--- DATA Enclosed Below ---

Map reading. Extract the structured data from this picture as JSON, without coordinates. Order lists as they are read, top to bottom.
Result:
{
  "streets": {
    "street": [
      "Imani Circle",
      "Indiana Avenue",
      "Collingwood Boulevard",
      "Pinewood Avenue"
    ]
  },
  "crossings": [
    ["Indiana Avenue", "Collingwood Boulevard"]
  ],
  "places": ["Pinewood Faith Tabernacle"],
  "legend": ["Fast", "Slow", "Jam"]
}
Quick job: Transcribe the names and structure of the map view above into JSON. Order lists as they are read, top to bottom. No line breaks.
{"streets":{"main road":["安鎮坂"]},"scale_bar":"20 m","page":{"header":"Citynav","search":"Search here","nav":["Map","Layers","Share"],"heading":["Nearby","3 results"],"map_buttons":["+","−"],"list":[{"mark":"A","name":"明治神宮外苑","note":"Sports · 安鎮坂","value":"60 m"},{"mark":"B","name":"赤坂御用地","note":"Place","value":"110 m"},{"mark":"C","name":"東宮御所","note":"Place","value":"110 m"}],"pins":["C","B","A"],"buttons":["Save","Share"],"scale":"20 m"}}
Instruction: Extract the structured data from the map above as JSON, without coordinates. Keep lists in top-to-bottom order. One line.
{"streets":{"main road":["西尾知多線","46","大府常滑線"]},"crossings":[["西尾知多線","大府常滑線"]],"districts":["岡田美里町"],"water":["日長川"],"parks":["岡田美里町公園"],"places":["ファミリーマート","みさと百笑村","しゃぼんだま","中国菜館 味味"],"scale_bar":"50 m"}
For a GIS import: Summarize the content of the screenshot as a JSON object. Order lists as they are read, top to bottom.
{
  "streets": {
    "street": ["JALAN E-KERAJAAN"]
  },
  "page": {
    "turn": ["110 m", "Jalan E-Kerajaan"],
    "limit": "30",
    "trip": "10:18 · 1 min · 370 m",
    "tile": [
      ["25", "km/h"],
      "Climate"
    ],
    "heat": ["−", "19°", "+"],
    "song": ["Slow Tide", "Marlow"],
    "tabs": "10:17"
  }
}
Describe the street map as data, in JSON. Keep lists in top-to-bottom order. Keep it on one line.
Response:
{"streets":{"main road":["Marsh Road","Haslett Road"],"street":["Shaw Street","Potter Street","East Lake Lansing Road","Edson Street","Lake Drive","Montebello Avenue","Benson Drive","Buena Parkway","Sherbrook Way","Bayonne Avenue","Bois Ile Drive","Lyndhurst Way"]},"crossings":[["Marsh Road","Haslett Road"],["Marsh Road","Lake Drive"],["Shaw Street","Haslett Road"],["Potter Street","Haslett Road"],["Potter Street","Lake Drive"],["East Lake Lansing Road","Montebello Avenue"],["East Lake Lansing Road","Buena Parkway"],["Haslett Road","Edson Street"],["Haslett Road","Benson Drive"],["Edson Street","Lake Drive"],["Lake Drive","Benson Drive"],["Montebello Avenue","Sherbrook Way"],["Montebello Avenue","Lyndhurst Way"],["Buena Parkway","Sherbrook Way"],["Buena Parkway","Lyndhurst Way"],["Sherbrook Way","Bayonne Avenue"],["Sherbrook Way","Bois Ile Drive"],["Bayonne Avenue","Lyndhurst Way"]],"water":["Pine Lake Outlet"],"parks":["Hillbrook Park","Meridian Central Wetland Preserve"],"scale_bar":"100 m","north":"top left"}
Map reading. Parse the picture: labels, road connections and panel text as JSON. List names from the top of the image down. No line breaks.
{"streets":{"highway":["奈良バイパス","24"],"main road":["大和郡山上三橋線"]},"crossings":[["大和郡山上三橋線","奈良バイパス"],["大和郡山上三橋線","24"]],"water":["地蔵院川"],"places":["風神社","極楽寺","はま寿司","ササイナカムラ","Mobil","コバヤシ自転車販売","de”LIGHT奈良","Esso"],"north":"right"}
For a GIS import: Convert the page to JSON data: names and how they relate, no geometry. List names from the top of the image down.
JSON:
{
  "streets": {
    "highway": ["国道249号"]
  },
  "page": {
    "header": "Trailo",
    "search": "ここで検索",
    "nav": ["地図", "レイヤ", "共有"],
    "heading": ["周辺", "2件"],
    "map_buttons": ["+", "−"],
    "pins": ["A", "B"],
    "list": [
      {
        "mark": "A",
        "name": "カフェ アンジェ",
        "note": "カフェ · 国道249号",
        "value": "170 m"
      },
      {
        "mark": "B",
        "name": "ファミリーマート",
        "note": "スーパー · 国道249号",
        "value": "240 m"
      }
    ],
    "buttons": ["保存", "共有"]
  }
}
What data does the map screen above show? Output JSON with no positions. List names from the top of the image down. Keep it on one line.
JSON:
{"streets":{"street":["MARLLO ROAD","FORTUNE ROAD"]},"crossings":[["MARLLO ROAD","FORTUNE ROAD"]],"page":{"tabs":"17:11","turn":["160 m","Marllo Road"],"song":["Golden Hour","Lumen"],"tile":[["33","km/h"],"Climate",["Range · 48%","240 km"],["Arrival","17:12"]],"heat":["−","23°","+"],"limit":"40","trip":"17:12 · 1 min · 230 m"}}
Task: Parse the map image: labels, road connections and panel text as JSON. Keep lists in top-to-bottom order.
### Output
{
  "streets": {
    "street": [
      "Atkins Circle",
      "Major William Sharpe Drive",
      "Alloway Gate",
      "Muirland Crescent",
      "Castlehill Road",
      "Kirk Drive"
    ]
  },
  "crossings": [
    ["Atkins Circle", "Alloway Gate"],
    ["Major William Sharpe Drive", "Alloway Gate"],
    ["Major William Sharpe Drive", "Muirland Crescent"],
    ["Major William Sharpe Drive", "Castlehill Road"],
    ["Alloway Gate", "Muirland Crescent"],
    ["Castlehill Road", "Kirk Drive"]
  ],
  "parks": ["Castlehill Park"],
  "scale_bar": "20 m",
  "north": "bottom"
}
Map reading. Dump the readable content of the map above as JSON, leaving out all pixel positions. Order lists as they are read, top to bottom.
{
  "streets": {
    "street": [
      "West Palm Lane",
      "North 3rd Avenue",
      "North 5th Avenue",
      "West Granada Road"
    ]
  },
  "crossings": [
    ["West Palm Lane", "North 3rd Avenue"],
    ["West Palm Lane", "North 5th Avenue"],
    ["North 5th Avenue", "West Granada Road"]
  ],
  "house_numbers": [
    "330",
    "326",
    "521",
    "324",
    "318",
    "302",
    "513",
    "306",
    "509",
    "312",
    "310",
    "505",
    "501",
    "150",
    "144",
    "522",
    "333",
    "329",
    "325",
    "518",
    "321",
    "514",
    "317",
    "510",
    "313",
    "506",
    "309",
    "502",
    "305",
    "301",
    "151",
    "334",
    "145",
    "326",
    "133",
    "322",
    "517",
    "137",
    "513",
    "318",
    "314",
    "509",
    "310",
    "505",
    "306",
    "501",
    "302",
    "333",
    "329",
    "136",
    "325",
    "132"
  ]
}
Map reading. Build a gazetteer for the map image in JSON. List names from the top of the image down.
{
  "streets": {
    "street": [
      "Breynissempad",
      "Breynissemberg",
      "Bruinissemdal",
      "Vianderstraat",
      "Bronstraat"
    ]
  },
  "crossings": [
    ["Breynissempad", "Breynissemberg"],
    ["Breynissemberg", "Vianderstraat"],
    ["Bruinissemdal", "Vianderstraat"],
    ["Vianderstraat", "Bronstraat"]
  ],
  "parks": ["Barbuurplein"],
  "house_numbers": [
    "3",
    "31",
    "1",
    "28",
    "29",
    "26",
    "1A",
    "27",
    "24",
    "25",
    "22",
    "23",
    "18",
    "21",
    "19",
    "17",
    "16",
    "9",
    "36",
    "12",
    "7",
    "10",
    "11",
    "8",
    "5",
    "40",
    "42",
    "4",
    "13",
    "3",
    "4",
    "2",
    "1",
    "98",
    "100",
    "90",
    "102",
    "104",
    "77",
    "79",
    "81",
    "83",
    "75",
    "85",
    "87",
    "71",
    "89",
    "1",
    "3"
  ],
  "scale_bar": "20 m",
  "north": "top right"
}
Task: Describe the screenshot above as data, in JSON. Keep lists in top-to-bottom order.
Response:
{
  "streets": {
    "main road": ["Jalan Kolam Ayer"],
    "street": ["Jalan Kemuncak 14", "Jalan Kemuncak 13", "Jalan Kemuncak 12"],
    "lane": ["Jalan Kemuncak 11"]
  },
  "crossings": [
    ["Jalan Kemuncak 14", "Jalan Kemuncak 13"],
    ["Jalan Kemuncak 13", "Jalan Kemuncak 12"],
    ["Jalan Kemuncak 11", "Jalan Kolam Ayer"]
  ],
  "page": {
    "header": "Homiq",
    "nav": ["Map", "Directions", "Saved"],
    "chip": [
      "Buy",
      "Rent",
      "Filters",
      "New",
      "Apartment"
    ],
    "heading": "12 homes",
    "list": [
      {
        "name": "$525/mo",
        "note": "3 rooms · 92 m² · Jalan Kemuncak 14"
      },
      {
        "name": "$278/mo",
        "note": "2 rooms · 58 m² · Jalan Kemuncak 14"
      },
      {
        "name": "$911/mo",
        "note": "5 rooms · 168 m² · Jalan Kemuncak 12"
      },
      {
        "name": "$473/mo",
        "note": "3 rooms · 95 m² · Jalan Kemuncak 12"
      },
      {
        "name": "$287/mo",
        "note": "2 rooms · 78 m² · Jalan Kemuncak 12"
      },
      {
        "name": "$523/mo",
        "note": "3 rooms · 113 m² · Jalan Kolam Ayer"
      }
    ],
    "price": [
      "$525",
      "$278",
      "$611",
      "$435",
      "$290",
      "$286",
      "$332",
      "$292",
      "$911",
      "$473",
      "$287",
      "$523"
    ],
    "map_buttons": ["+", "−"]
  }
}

--- End of Enclosed DATA ---

### EXERCISE REQUIREMENTS
Go through the material and copy each line that contains "Describe".

### TASK RESULT
Describe the street map as data, in JSON. Keep lists in top-to-bottom order. Keep it on one line.
Task: Describe the screenshot above as data, in JSON. Keep lists in top-to-bottom order.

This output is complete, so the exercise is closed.